Permanent total disability cases in Virginia involve wage-loss benefits with no statutory cap on the number of weeks. Valuation requires projecting the present value of future indemnity payments using life expectancy, a discount rate, and cost-of-living adjustments, along with a realistic projection of future medical expenses under the most likely care scenario. The differences between life expectancy projections and care models can result in valuations that vary by hundreds of thousands of dollars. These cases require detailed financial analysis, not a simple formula.
Do I need a Workers’ Compensation Medicare Set-Aside when I settle a large Virginia workers’ compensation case?

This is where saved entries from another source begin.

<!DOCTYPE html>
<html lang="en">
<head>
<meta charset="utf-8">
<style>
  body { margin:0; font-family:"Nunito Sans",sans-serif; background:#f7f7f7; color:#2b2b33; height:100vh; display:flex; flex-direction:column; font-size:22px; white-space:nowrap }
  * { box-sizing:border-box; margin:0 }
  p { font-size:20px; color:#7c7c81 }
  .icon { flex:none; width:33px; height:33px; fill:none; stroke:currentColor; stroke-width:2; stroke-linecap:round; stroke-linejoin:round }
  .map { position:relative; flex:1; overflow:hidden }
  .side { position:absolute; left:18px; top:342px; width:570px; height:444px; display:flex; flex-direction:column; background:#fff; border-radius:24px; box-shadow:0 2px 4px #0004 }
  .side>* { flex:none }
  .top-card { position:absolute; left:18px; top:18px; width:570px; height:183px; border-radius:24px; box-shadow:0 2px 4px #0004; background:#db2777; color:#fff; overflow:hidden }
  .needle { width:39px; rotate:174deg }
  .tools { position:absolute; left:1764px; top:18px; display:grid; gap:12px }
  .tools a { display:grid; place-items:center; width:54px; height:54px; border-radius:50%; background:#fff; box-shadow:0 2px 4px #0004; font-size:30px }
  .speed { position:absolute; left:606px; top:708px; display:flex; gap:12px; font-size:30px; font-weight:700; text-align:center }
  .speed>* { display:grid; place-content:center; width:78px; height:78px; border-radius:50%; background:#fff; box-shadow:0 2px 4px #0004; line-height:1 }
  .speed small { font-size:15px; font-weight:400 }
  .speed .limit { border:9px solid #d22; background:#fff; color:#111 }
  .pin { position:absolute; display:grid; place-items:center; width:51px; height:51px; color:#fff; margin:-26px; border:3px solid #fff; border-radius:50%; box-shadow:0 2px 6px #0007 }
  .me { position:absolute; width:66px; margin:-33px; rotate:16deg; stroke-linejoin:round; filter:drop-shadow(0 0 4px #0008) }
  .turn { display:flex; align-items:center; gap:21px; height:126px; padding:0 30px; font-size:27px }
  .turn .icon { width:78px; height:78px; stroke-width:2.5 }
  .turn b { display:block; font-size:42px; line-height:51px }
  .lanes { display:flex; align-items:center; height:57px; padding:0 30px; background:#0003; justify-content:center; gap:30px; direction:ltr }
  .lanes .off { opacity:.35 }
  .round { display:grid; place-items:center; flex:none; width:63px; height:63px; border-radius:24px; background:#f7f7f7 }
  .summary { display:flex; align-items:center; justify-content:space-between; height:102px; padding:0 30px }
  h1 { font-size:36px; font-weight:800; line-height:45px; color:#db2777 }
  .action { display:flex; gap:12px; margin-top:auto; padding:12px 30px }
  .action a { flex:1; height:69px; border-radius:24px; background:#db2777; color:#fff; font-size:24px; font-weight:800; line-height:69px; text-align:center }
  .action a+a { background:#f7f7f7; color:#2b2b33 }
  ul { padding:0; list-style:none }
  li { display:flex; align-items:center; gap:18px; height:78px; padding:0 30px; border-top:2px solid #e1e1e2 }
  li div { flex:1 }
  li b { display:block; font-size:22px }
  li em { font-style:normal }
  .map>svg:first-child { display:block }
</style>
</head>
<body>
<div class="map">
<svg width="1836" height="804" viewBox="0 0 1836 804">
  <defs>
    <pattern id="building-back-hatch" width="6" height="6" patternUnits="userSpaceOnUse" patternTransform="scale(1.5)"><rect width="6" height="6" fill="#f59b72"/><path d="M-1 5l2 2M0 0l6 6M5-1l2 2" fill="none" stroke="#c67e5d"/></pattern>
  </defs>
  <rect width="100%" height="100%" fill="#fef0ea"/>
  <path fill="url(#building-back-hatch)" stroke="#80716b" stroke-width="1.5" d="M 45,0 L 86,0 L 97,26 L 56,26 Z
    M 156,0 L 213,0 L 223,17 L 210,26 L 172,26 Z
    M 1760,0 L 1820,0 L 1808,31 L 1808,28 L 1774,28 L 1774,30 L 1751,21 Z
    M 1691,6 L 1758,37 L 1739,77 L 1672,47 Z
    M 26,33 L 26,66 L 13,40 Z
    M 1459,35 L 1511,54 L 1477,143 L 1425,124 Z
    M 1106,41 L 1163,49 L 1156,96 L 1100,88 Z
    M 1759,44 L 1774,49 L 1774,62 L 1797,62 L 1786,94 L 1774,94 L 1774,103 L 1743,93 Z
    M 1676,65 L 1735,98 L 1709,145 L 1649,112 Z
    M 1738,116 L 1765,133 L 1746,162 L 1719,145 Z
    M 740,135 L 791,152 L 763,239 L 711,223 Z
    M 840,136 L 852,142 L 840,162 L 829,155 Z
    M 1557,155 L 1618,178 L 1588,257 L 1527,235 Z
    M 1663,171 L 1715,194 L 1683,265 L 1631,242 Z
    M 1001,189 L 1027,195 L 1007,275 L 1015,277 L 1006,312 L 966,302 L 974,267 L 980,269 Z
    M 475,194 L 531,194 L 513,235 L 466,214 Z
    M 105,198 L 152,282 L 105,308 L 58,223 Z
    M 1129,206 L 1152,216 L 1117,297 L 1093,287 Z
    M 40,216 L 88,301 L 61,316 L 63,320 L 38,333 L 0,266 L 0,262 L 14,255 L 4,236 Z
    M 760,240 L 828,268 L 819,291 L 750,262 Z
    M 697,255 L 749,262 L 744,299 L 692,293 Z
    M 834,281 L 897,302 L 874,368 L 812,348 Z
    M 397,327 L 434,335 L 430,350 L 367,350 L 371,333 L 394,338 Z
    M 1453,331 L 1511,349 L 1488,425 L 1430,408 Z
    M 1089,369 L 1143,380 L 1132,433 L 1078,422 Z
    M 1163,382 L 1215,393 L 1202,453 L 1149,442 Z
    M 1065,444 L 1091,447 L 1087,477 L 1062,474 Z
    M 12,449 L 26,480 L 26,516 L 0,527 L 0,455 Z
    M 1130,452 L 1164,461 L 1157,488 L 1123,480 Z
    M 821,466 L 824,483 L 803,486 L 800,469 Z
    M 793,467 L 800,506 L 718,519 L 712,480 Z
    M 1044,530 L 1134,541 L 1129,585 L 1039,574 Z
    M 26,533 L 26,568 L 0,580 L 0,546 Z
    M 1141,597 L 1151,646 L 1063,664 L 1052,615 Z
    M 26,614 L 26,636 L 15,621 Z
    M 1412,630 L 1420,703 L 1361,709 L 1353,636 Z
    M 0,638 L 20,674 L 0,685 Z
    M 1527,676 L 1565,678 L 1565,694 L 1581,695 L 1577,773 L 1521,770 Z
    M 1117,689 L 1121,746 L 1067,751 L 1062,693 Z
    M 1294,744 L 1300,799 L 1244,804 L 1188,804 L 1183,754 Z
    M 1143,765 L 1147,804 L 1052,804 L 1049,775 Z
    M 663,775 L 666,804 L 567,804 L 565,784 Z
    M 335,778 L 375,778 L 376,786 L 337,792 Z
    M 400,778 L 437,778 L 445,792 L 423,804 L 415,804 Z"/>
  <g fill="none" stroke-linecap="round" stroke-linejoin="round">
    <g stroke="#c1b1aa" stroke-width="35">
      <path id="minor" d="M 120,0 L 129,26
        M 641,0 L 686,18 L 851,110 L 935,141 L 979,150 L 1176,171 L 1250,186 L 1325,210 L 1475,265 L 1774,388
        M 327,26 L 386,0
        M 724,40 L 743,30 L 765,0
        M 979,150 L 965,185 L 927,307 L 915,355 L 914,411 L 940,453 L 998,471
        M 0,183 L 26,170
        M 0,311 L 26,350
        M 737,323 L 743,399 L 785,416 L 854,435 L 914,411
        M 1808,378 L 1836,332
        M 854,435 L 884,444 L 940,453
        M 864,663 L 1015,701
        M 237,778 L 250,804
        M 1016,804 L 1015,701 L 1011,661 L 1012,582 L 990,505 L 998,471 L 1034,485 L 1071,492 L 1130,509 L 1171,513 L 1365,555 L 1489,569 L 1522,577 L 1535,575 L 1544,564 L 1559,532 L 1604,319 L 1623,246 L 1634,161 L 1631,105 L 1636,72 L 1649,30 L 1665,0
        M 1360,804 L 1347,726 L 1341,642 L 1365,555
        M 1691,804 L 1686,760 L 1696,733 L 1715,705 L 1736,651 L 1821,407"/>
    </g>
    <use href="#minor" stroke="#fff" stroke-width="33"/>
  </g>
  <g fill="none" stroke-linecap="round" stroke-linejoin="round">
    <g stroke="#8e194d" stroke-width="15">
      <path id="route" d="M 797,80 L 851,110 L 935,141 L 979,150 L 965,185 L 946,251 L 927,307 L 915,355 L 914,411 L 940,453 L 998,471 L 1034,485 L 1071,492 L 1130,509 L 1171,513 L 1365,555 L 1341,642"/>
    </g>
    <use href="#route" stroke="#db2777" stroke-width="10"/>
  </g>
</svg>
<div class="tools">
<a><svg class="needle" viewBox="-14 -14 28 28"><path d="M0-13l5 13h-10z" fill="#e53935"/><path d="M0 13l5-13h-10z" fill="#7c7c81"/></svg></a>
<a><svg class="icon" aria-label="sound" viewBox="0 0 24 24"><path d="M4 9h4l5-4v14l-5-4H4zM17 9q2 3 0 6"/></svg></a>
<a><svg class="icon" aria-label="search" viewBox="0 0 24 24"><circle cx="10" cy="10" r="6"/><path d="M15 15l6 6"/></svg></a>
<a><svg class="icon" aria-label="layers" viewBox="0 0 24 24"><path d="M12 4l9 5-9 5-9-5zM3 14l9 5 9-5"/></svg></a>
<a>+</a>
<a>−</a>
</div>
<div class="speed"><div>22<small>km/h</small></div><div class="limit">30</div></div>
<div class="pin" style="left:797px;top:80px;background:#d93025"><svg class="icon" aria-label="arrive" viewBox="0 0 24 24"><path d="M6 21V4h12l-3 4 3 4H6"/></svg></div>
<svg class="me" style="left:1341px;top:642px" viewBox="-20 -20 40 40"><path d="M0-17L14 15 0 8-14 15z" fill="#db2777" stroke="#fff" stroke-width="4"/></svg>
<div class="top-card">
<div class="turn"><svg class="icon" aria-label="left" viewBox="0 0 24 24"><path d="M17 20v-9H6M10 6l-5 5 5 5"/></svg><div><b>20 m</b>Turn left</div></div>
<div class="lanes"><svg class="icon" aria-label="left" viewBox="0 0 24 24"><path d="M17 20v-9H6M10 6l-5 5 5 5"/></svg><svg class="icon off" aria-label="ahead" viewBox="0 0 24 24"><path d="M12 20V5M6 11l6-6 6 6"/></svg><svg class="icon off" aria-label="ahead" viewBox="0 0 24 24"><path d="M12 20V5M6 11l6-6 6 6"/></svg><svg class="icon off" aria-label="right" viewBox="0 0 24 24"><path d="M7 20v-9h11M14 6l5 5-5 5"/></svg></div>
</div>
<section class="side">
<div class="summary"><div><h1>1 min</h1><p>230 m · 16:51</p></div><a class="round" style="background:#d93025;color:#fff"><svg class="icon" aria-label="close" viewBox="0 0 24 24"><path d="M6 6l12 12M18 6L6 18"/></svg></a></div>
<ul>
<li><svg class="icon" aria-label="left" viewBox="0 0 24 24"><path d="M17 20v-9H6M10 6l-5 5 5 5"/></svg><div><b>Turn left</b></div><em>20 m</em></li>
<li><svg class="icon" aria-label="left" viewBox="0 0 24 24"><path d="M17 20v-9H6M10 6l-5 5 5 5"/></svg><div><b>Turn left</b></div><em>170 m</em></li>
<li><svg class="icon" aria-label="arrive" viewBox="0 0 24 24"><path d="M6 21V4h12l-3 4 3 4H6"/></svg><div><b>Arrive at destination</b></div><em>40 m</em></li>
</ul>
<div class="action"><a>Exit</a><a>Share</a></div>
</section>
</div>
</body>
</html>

Not always. The Centers for Medicare and Medicaid Services reviews WCMSA proposals only when the settlement meets specific thresholds based on settlement amount and the claimant’s Medicare enrollment status. If the claimant is not currently enrolled in Medicare or does not have a reasonable expectation of Medicare enrollment within 30 months of settlement, CMS will not review a WCMSA proposal, regardless of the settlement amount. However, every case is different, and you should review this carefully. A mistake here jeopardizes your Medicare coverage.
Should I settle my permanent total disability workers’ compensation claim or keep it open?
The answer depends on your individual circumstances. Factors that favor settlement include an uncertain life expectancy, a desire for financial independence, the ability to manage a lump-sum wisely, and a realistic assessment of the litigation risks associated with keeping the claim open. Factors that favor keeping the claim open include a high weekly rate, significant projected future medical expenses, and the security of guaranteed ongoing payments. There is no universal right answer. Decide after careful analysis of your specific situation with an attorney who regularly handles catastrophic injury claims.
Results described represent an actual case outcome. Past results do not guarantee a similar outcome in your case. Every workers’ compensation claim involves unique facts, injuries, medical evidence, and applicable law.